ABOUT THIS EXERCISE ->
Look through the data below and work out how many lines contain the string "list". Give the number alone.
▽
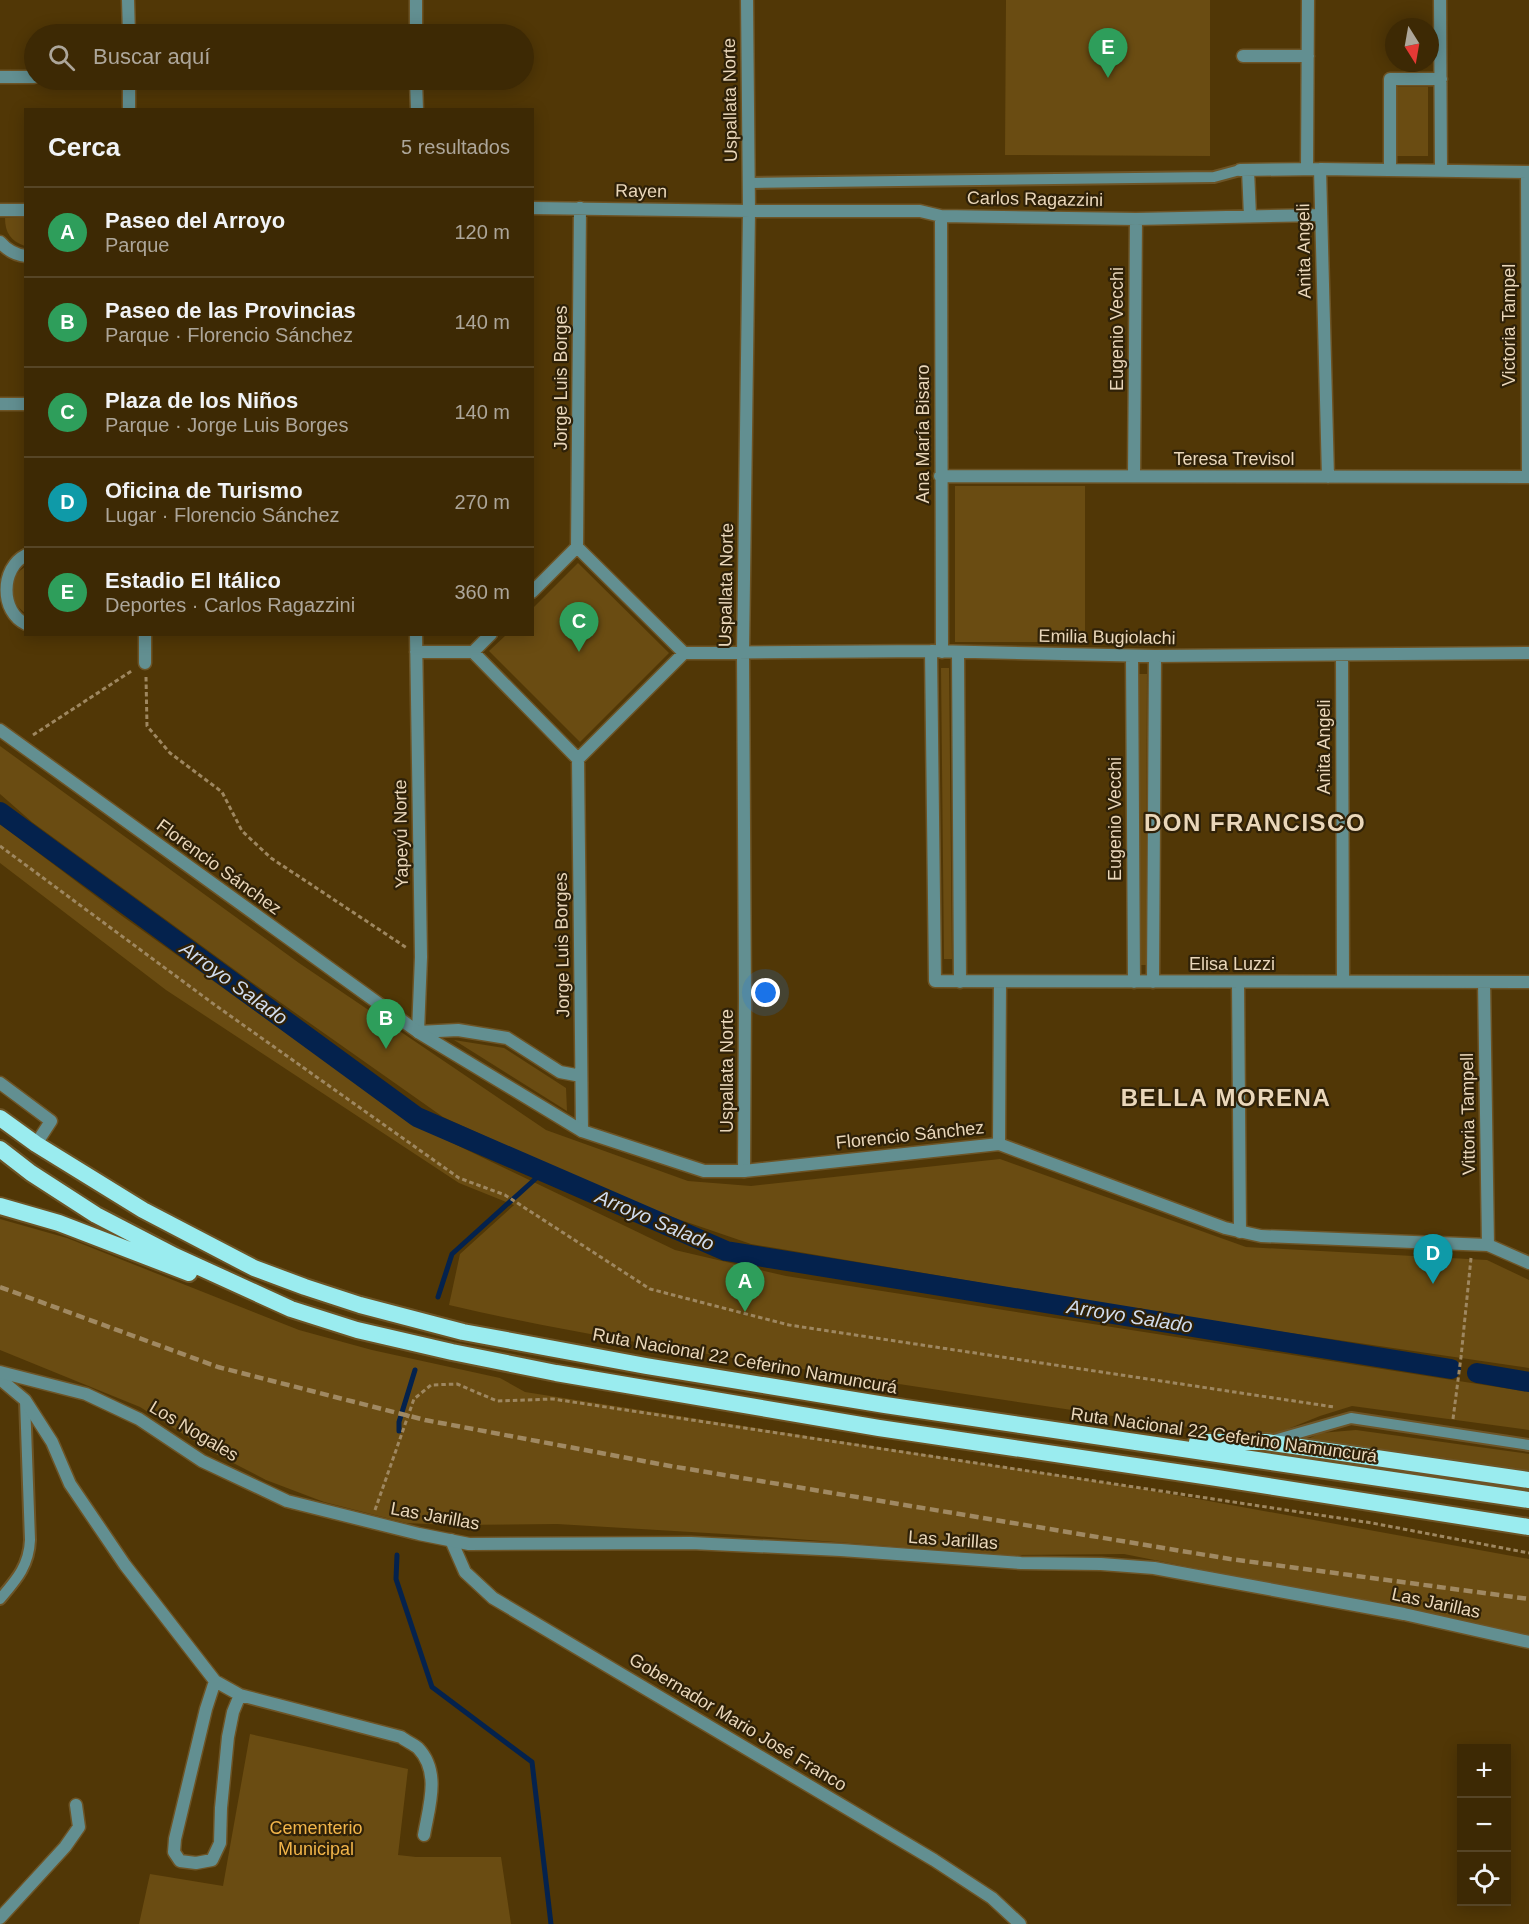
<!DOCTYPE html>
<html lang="es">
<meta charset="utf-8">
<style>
:root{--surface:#3d2904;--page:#44310e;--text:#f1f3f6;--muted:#ada69a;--line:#564526;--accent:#d6ab8b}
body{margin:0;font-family:Arial,sans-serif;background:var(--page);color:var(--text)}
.controls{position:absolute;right:18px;bottom:18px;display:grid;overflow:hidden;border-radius:0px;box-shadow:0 3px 15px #0003}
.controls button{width:54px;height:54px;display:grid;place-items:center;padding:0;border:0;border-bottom:2px solid var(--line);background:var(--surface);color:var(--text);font:30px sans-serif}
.compass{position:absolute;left:1385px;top:18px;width:54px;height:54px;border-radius:50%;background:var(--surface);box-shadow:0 3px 15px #0003;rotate:169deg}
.you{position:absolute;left:766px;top:993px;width:21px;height:21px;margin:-15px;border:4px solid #fff;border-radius:50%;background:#1a73e8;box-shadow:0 0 0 9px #1a73e833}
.badge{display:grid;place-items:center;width:39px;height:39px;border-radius:50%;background:var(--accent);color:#fff;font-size:20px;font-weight:700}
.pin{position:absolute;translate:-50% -50px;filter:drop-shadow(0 2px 3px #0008)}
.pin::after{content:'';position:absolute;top:32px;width:21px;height:18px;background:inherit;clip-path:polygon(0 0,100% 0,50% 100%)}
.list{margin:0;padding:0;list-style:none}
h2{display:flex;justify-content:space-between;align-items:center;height:78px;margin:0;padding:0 24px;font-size:26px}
h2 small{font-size:20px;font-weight:400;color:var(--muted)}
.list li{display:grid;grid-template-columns:39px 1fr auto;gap:18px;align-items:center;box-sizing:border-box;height:90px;padding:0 24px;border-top:2px solid var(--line)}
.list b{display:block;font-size:22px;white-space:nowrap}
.list p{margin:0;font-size:20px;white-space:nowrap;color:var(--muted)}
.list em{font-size:20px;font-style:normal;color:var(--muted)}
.icon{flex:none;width:33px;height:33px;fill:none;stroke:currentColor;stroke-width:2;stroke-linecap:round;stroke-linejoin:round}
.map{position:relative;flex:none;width:1529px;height:1924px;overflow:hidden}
.search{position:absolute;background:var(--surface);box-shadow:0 3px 15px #0003;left:24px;top:24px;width:510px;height:66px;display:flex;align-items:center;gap:15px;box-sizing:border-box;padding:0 21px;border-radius:33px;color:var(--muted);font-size:22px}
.panel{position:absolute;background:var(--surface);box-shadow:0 3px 15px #0003;left:24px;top:108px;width:510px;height:528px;border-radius:0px}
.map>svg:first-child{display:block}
.green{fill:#6a4c12}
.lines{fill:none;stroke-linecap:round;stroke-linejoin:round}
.stream{stroke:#04224d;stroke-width:5}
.canal{stroke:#04224d;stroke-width:20}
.service-casing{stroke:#6d5426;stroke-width:14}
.minor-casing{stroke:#6d5426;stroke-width:15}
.tertiary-casing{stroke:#6d5426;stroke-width:15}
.trunk-casing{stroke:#6d5426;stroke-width:20}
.path{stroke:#9e8760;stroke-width:3;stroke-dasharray:4.5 3;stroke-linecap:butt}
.service{stroke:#628f91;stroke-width:10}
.minor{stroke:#628f91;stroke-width:12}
.tertiary{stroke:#628f91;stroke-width:12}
.trunk{stroke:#9aecef;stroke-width:16}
.rail{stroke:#a08962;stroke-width:4.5;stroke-dasharray:9 4.5;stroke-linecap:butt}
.labels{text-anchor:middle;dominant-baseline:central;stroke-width:4.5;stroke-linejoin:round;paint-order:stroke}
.street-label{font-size:18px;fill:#ead7ba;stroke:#2f2108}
.park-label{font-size:18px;fill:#f2b54a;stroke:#2f2108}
.water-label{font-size:20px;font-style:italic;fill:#d0dcee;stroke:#2f2108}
.district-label{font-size:24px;font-weight:bold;letter-spacing:1.5px;fill:#ead7ba;stroke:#2f2108}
</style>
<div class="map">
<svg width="1529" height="1924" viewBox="0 0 1529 1924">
<rect width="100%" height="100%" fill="#513706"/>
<!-- green -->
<path class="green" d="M 1006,0 L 1210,0 L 1210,156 L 1005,155 Z
M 1396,87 L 1428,87 L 1428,156 L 1396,156 Z
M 25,217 L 26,217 L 25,246 C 11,241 5,233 5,218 Z
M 955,486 L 1085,486 L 1085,642 L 955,642 Z
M 578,563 L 669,653 L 580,742 L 489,651 L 506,635 L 532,634 L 533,608 Z
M 25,567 L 25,613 C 8,601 7,578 25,567 Z
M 941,668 L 949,668 L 952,959 L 944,959 Z
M 1139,674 L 1147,674 L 1146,965 L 1139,965 Z
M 0,746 L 299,963 L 546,1130 L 688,1181 L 751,1186 L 1000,1159 L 1246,1247 L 1487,1260 L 1529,1280 L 1529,1368 L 1215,1322 L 751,1244 L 637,1205 L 443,1117 L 250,981 L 32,822 L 0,794 Z
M 0,824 L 122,916 L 415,1125 L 675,1250 L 786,1276 L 1529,1392 L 1529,1430 L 1352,1406 L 1320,1416 L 1278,1433 L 1250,1436 C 1090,1413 930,1389 770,1364 C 662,1347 555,1330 449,1305 L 460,1254 L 514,1205 L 459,1183 L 166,990 L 0,863 Z
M 454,1040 L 504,1048 L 566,1088 L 567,1111 Z
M 0,1219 L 67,1238 L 299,1330 L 372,1350 L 500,1378 L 525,1392 L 1121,1485 L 1529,1559 L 1529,1635 L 1124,1554 L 1009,1555 L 741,1535 L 557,1524 L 449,1525 L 406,1523 L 324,1502 L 266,1480 L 210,1451 L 140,1407 L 0,1350 Z
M 1356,1430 L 1529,1454 L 1529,1473 L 1304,1441 L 1320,1433 Z
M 250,1734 L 408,1769 L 398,1855 L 416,1857 L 501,1857 L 511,1924 L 139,1924 L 150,1874 L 223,1886 Z"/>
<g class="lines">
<!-- stream -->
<path class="stream" d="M 438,1297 L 452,1254 L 543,1172
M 399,1431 L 399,1422 L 415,1370
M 397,1555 L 396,1579 L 432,1687 L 532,1762 L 551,1924"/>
<!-- canal -->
<path class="canal" d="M 0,812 L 417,1117 L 726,1251 L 1451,1369
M 1477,1373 L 1529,1382"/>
<!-- service casing -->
<g class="service-casing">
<path id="service" d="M 749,183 L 1214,177 L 1240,170
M 1274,1440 L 1351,1418 L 1529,1445
M 0,1599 C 16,1580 29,1566 30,1540 L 25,1400"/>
</g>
<!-- minor casing -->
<g class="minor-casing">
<path id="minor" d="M 128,0 L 129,34
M 416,0 L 416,34
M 1440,0 L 1441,171
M 1243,56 L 1308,56
M 0,77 L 34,77
M 416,80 L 417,110
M 129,110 L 129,80
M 1307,169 L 1308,0
M 1320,169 L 1328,477
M 1240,170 L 1320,169 L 1529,172
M 1248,170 L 1250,216
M 1390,170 L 1390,79 L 1441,79
M 532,208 L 749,211 L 920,211 L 941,216 L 1136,219 L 1320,215
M 0,210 L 26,210
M 941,216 L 942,652
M 0,242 C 7,250 15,255 26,256
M 0,404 L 26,404
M 940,476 L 1528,477 L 1527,172
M 1134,476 L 1136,219
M 577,547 L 580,208
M 26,555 C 0,568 0,612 26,624
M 532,592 L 577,547 L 684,653
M 416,634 L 421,957 L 418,1032 L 458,1030 L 507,1038 L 560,1072 L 581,1076
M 491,634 L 473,652 L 578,759 L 684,653
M 931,651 L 935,981 L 1529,982
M 416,652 L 473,652
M 684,653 L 931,651 L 1155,656 L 1529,653
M 958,653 L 960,982
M 1132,656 L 1134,982
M 1342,656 L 1343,981
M 145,663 L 145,634
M 578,759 L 582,1131
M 1153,982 L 1155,656
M 1238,982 L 1240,1232
M 1484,982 L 1488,1245
M 0,1083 L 51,1121 L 36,1144
M 999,1144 L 1000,982
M 744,1171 L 745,1000 L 743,653 L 749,211 L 747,0
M 0,1379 L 25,1400 L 52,1442 L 70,1484 L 125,1565 L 215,1681 L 206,1709 L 175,1839 L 174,1852 L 180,1861 L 196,1863 L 212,1860 L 220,1843 L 221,1808 L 228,1737 L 233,1712 L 240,1695
M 451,1540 L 465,1572 L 493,1598 L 934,1860 L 992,1898 L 1020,1924
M 215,1681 L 240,1695 L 401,1737 C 406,1741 413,1744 418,1748 C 441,1772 429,1806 424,1835
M 0,1918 L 65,1847 L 79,1827 L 76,1805"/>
</g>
<!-- tertiary casing -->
<g class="tertiary-casing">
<path id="tertiary" d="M 0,730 L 418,1032 L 582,1131 L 704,1171 L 744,1171 L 999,1144 L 1225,1228 L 1261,1236 L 1488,1245 L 1529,1263
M 0,1372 L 86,1394 L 139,1419 L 202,1461 L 287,1501 L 419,1534 L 469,1544 L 691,1543 L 841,1550 L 1021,1563 L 1101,1564 L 1154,1568 L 1404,1614 L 1529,1642"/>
</g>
<!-- trunk casing -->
<g class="trunk-casing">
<path id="trunk" d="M 0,1118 L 36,1144 L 143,1210 L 254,1268 L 305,1287 L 360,1305 L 463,1332 L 646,1366 L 885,1405 L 1529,1500
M 0,1149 L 31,1173 L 96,1215 L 175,1256 L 291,1309 L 357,1330 L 452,1352 L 556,1373 L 879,1428 L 1217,1478 L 1529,1527
M 0,1206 L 59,1223 L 189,1273
M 1197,1442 L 1266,1442 L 1529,1480"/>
</g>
<!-- path -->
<path class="path" d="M 146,677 L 147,726 L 170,753 L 222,792 L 242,831 L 271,858 L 407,948
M 33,735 L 133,670
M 0,846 L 215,1005 L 459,1178 L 505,1195 L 650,1289 L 789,1325 L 1334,1407
M 1453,1419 L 1461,1357 L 1471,1258
M 375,1510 L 414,1399 L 431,1385 L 457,1384 L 497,1401 L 553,1399 L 1372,1523 L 1529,1553"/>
<!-- service -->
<use href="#service" class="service"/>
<!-- minor -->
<use href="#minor" class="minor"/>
<!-- tertiary -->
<use href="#tertiary" class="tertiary"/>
<!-- trunk -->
<use href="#trunk" class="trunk"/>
<!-- rail -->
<path class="rail" d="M 0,1287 L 218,1367 L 425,1420 L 670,1466 L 1230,1559 L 1529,1599"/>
</g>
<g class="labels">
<!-- street labels -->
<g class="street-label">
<text transform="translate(730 100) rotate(-91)">Uspallata Norte</text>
<text transform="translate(641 191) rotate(1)">Rayen</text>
<text transform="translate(1035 199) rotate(1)">Carlos Ragazzini</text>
<text transform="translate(1304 251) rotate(-91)">Anita Angeli</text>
<text transform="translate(1509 325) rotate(-90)">Victoria Tampel</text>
<text transform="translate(1117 329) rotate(-90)">Eugenio Vecchi</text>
<text transform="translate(561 378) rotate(-90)">Jorge Luis Borges</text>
<text transform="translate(923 434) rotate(-90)">Ana María Bisaro</text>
<text x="1234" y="459">Teresa Trevisol</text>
<text transform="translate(726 585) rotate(-89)">Uspallata Norte</text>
<text transform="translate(1107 637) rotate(1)">Emilia Bugiolachi</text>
<text transform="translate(1324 747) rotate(-90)">Anita Angeli</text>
<text transform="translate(1115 819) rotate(-90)">Eugenio Vecchi</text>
<text transform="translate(401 834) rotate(-91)">Yapeyú Norte</text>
<text transform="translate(219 867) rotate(36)">Florencio Sánchez</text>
<text transform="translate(562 945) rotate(-91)">Jorge Luis Borges</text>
<text x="1232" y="964">Elisa Luzzi</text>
<text transform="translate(727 1071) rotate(-90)">Uspallata Norte</text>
<text transform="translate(1468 1114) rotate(-91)">Vittoria Tampell</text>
<text transform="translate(910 1135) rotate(-6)">Florencio Sánchez</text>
<text transform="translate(745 1361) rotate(10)">Ruta Nacional 22 Ceferino Namuncurá</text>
<text transform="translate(194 1431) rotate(31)">Los Nogales</text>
<text transform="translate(1224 1435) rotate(8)">Ruta Nacional 22 Ceferino Namuncurá</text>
<text transform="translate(435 1516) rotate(10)">Las Jarillas</text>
<text transform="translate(953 1540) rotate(4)">Las Jarillas</text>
<text transform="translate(1436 1603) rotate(12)">Las Jarillas</text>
<text transform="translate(738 1722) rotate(31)">Gobernador Mario José Franco</text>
</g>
<!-- park labels -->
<g class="park-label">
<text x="316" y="1828">Cementerio<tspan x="316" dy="21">Municipal</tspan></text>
</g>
<!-- water labels -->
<g class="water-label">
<text transform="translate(234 983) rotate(36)">Arroyo Salado</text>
<text transform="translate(655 1220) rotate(23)">Arroyo Salado</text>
<text transform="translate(1130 1316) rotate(9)">Arroyo Salado</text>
</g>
<!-- district labels -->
<g class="district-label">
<text x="1255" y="822">DON FRANCISCO</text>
<text x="1226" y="1097">BELLA MORENA</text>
</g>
</g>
</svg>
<div class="controls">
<button>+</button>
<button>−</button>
<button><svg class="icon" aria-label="locate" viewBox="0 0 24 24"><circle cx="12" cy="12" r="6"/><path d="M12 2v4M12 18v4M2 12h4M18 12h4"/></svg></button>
</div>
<svg class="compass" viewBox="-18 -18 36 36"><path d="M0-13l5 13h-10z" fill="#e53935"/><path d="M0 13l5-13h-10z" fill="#ada69a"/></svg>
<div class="you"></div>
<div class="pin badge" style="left:745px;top:1312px;background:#2e9e5b">A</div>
<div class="pin badge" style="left:386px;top:1049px;background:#2e9e5b">B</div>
<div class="pin badge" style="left:579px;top:652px;background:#2e9e5b">C</div>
<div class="pin badge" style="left:1433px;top:1284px;background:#0f9aa8">D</div>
<div class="pin badge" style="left:1108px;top:78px;background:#2e9e5b">E</div>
<div class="search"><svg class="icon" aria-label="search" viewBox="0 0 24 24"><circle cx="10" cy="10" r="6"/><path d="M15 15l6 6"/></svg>Buscar aquí</div>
<section class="panel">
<h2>Cerca<small>5 resultados</small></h2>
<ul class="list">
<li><span class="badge" style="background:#2e9e5b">A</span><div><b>Paseo del Arroyo</b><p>Parque</p></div><em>120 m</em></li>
<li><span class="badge" style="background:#2e9e5b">B</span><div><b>Paseo de las Provincias</b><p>Parque · Florencio Sánchez</p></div><em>140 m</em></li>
<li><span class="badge" style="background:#2e9e5b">C</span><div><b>Plaza de los Niños</b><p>Parque · Jorge Luis Borges</p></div><em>140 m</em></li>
<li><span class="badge" style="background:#0f9aa8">D</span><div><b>Oficina de Turismo</b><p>Lugar · Florencio Sánchez</p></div><em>270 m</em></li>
<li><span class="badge" style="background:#2e9e5b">E</span><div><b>Estadio El Itálico</b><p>Deportes · Carlos Ragazzini</p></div><em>360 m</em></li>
</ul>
</section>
</div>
△
COMPLETED TASK ->
6